In another trial, 25 patients received olanzapine in flexible doses [36]. Measurement of efficacy was performed using the CGI-Improvement (CGI-I) scale, and secondary measures of efficacy included the Yale–Brown Obsessive Compulsive Scale for TTM (TTM-YBOCS) and the CGI-Severity of Illness (CGI-S) scale. Eleven of 13 participants (85%) in the olanzapine group and 2 of 12 (17%) in the placebo group were considered responders according to the CGI-I (p = 0.01). There was a significant change from baseline to endpoint on the TTM-YBOCS (p < 0.01) and CGI-S (p < 0.01) [36]. Based on these observations, olanzapine seemed to be an effective and safe drug for TTM, but further studies on larger patient populations are needed.

Naltrexone has been shown to be effective in TTM in some case reports [37, 38] and one open-label pilot study [40]. In an open-label fashion, De Soussa treated 14 patients (mean age 9.0 ± 1.88 years) with childhood-onset TTM with naltrexone (mean dosage 66.07 ± 22.23 mg/day) for 10 months. At the final visit, three (21.4%) children reported no hair pulling at all and a further eight (57.1%) showed improvement in hair pulling. Thus, overall positive response was found in 11 (78.6%) out of 14 treated children. The treatment was well tolerated with no adverse events reported during the study period [39]. However, these encouraging results were not confirmed by Grant et al. in a double-blind, placebo-controlled trial [40]. They randomized 51 patients with TTM (mean age 32.7 ± 9.8 years) to naltrexone or placebo. All eligible subjects were started on naltrexone 50 mg/day or matching placebo for 2 weeks, then the dosage was increased to 100 mg/day, then again at week 4 to 150 mg/day for another 4 weeks (total duration of treatment 8 weeks). The therapy was well tolerated, and mild sedation was the only adverse effect reported statistically more frequently in those taking naltrexone.
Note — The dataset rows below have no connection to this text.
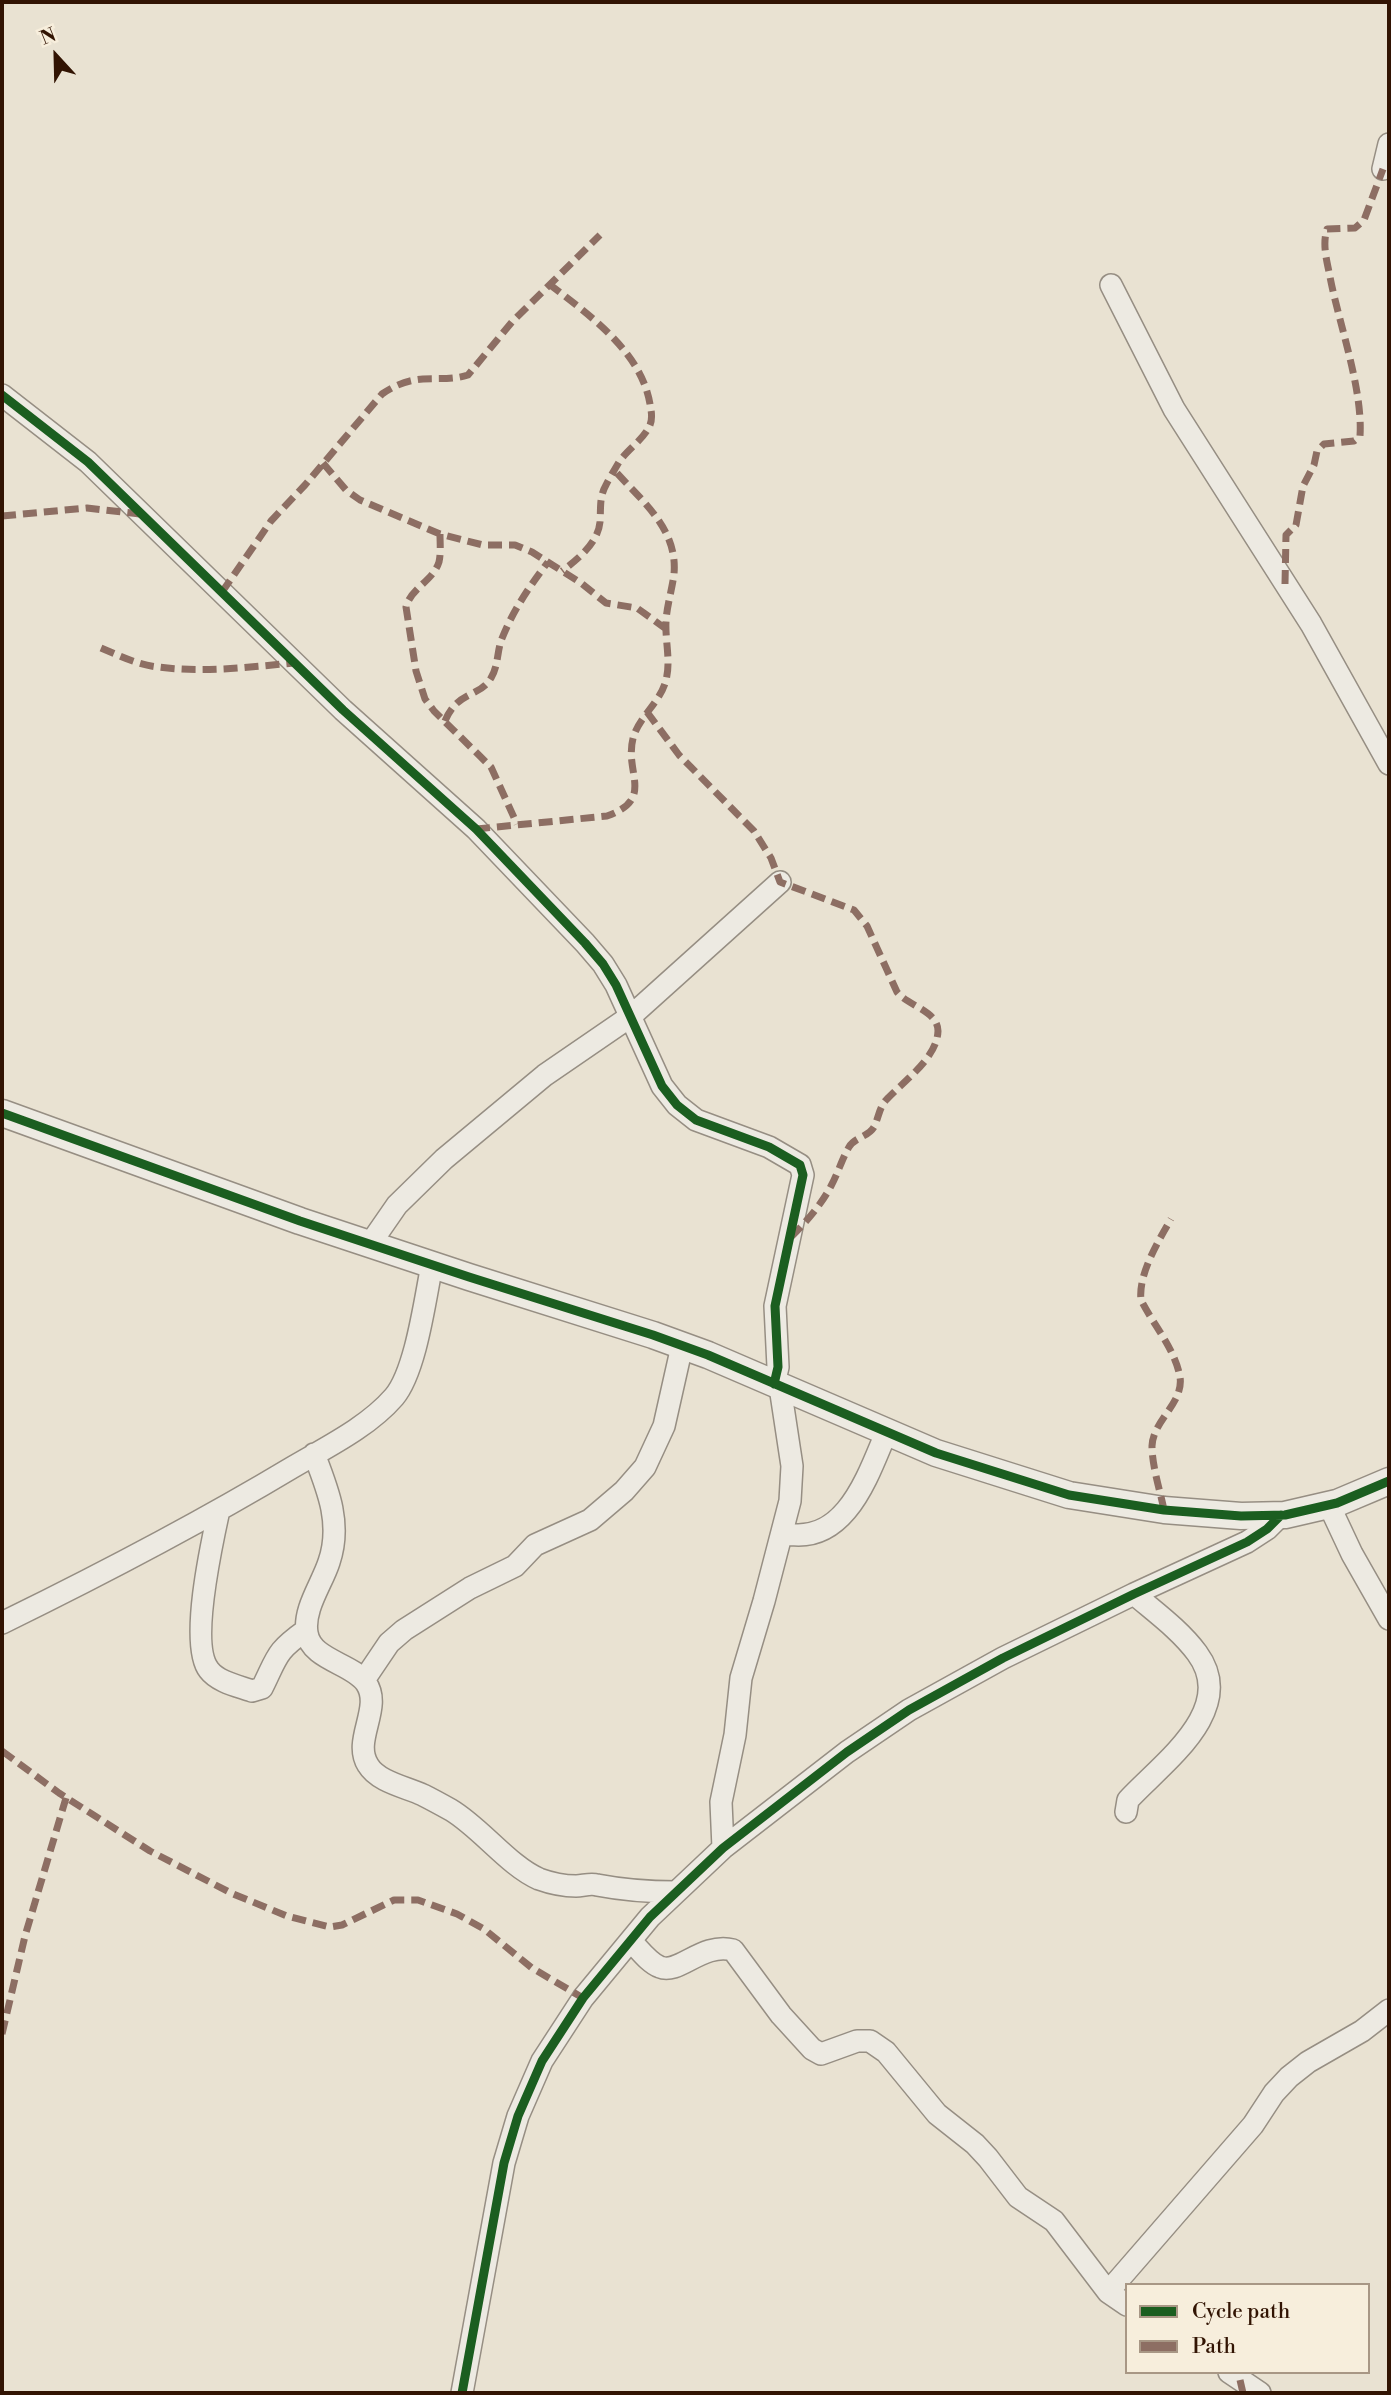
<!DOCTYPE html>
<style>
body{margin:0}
#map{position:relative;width:1391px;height:2395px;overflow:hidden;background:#e9e2d2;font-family:"Libre Bodoni",serif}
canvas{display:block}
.frame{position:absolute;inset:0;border:4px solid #321403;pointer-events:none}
.legend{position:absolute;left:1125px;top:2283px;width:245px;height:91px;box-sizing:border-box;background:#f7eedc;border:2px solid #a89785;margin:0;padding:9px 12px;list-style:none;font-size:21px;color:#321403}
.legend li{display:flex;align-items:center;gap:14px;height:35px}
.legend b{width:35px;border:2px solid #a89785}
.north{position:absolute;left:21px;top:21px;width:70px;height:70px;-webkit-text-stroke:5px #f7eedc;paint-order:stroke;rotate:338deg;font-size:19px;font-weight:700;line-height:28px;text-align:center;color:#321403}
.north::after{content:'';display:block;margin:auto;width:24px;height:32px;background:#321403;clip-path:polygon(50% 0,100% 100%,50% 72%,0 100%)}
</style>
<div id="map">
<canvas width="1391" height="2395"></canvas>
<div class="frame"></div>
<ul class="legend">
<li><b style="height:9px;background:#1b5e20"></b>Cycle path</li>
<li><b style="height:9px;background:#8d6e63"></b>Path</li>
</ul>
<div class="north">N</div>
</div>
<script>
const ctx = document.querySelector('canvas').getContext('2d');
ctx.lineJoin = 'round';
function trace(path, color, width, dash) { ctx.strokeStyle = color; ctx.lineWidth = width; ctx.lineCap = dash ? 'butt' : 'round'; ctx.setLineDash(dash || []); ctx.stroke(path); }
const minor = new Path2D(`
 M 1383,169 L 1389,144
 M 1111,285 L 1174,409 L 1311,624 L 1389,764
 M 2,395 L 88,462 L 343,710 L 476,829 L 585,943 L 603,964 L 616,985 L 662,1086 L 677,1105 L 696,1120 L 769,1147 L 800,1165 L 803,1175 L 775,1306 L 778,1367 L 774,1384
 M 370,1244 L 397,1205 L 444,1159 L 545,1075 L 631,1016 L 780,882
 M 314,1454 C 328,1490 342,1524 329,1562 C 322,1584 303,1609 307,1633 C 311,1660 352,1663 366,1683 C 383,1708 352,1740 368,1765 C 378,1782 406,1787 423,1795 C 433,1800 442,1805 451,1810 C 481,1828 509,1866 539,1879 C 550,1883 564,1886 576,1886 C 583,1886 590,1883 597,1885 C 623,1890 649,1892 676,1892
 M 1329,1505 L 1352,1554 L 1389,1619
 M 219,1510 C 212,1542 189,1645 209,1670 C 218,1682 238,1686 252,1691 L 262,1688 C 278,1656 275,1652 306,1630
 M 782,1533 C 844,1548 867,1478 886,1433
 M 2,1623 C 102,1574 198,1524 293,1467 C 327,1447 368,1427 394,1397 C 416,1371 425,1299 432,1265
 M 364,1680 L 389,1643 L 404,1630 L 470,1588 L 515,1566 L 535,1545 L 590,1520 L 624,1491 L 645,1467 L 664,1426 L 682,1346
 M 1126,1812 L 1128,1800 C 1162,1763 1239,1710 1197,1653 C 1180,1630 1155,1612 1134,1594
 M 723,1848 L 721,1802 L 735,1735 L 741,1678 L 764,1601 L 790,1501 L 792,1466 L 780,1387
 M 631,1941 C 639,1949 649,1963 660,1967 C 679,1975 702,1942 733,1950 L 781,2015 L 812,2049 L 821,2054 L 857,2041 L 870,2041 L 886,2052 L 937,2114 L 975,2144 L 988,2158 L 1018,2197 L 1054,2221 L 1108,2292 L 1127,2305
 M 1108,2292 L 1253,2125 L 1274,2093 L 1289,2077 L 1308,2062 L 1362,2031 L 1389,2010
 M 1229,2372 L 1260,2393
 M 462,2393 L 504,2163 L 518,2116 L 542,2061 L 583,1998 L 650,1917 L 723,1848 L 847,1752 L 909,1710 L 1003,1658 L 1134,1594 L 1247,1542 L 1267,1529 L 1281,1515`);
const tertiary = new Path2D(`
 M 2,1113 L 300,1221 L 469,1277 L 653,1335 L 708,1355 L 936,1453 L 1069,1495 L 1164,1510 L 1241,1516 L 1285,1515 L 1337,1503 L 1389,1481`);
const quiet = new Path2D(`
 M 549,284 C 589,315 641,351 650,404 C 651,410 653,418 650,425 C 644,439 628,449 619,462 C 615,469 610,477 606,485 C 599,497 601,509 600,522 C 598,543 578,559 562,571
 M 323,463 L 346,490 L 360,500 L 440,534 L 483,545 L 515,545 L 532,552 L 581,583 L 606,603 L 637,608 L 666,629
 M 2,516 L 87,508 L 140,514
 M 440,534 C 440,543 441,553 439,562 C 433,581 411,588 406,607 L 416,671 L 425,699 L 434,711 L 491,767 L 517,824
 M 1285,584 L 1286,535 L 1296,525 L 1303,486 L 1314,465 L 1317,451 L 1324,444 L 1354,441 L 1360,436 C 1363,389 1339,324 1330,277 C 1327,261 1322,245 1327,229 L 1355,228 L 1364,220 L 1383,169
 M 222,592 L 271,521 L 305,485 L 382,394 C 395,385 408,380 423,379 C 438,378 453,380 468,375 L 512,322 L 600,235
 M 101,648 C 120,656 138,665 158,667 C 204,673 249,667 294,663
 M 647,712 L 679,755 L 754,831 L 771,858 L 780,882 L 854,910 L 867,926 L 897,992 C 908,1006 938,1011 938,1031 C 937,1058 905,1080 887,1099 C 879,1107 879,1117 874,1127 C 868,1137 855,1137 849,1147 C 842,1159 838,1173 831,1186 C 821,1205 806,1222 791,1237
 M 445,721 C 458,690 479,698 491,678 C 498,667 497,653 501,641 C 512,612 529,587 548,562
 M 476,829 L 607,816 C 657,798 622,772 634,735 C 641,715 661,701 666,680 C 671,661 665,641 666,621 C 667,605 672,590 674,574 C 678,529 642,501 615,471
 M 1164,1510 C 1160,1490 1152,1466 1152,1446 C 1153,1420 1184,1403 1180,1377 C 1175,1349 1153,1324 1141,1300 C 1138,1274 1159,1240 1171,1219
 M 2,1751 L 59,1793 L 150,1851 L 231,1893 L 287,1916 L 330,1927 L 342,1925 L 394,1900 L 418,1900 L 457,1914 L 484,1929 L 532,1968 L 583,1998
 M 2,2034 L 25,1936 L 66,1798
 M 1240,2380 L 1243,2393`);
const cycleway = new Path2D(`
 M 2,395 L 88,462 L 343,710 L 476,829 L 585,943 L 603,964 L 616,985 L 662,1086 L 677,1105 L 696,1120 L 769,1147 L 800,1165 L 803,1175 L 775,1306 L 778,1367 L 774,1384
 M 2,1113 L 300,1221 L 469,1277 L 653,1335 L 708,1355 L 936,1453 L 1069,1495 L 1164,1510 L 1241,1516 L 1285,1515 L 1337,1503 L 1389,1481
 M 462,2393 L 504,2163 L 518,2116 L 542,2061 L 583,1998 L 650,1917 L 723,1848 L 847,1752 L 909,1710 L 1003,1658 L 1134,1594 L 1247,1542 L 1267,1529 L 1281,1515`);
trace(minor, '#968e83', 24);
trace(tertiary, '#968e83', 29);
trace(minor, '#edeae2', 21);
trace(tertiary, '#edeae2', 26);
trace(quiet, '#8d6e63', 7, [14, 7]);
trace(cycleway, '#1b5e20', 9);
</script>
Unfortunately, naltrexone failed to demonstrate significantly greater reductions in hair pulling compared with placebo, as by the study endpoint nine (36%) of those assigned to naltrexone were “much” or “very much” improved compared with nine (34.6%) of those on placebo (p = 0.92) [40]. Such discrepancies may be a result of different treatment duration (10 months versus 8 weeks) and different populations studied (children versus adults), but, definitely, the results are conflicting and further studies are needed to better define the true efficacy of naltrexone in TTM.

Cannabinoid agonists, such as dronabinol, have also been tested as therapy for TTM [41]. One 12-week study included 14 adult women. Patients received dronabinol at dosage of 2.2–15 mg/day. Efficacy was measured using the MGH-HPS. Twelve of 14 subjects (85.7%) completed the study. Nine (64.3%) subjects were considered as “responders.” The mean effective dosage was 11.6 ± 4.1 mg/day. The medication was generally well tolerated, with no significant deleterious effects on cognition [41].

Another group of drugs that has been tried in TTM are anticonvulsants such as topiramate. An open-label pilot study investigated the efficacy and safety of topiramate in 14 adults with TTM [43]. Patients received topiramate at dosage of 50–250 mg/day for 16 weeks. Measurements were performed using the MGH-HPS, CGI, Montgomery–Asberg Depression Rating Scale, Hamilton Rating Scale for Anxiety, and Disability Profile. CGI-Improvement scores suggested that hair pulling was not significantly reduced, although six of nine trial completers were classified as responders. None of the other measures showed significant differences compared with baseline. Five patients dropped out owing to adverse effects. These results indicate the presumed efficacy of topiramate in TTM therapy, but further trials in a larger patient population are needed to confirm these observations and better characterize its safety profile [42].

Modafinil, a stimulant used to treat narcolepsy, is another drug that has been tested to treat TTM. In one study, 18 adult patients received modafinil 200 mg/day or placebo in a double-blind design [43]. However, no benefits of modafinil have been documented in this group of patients (Table 1).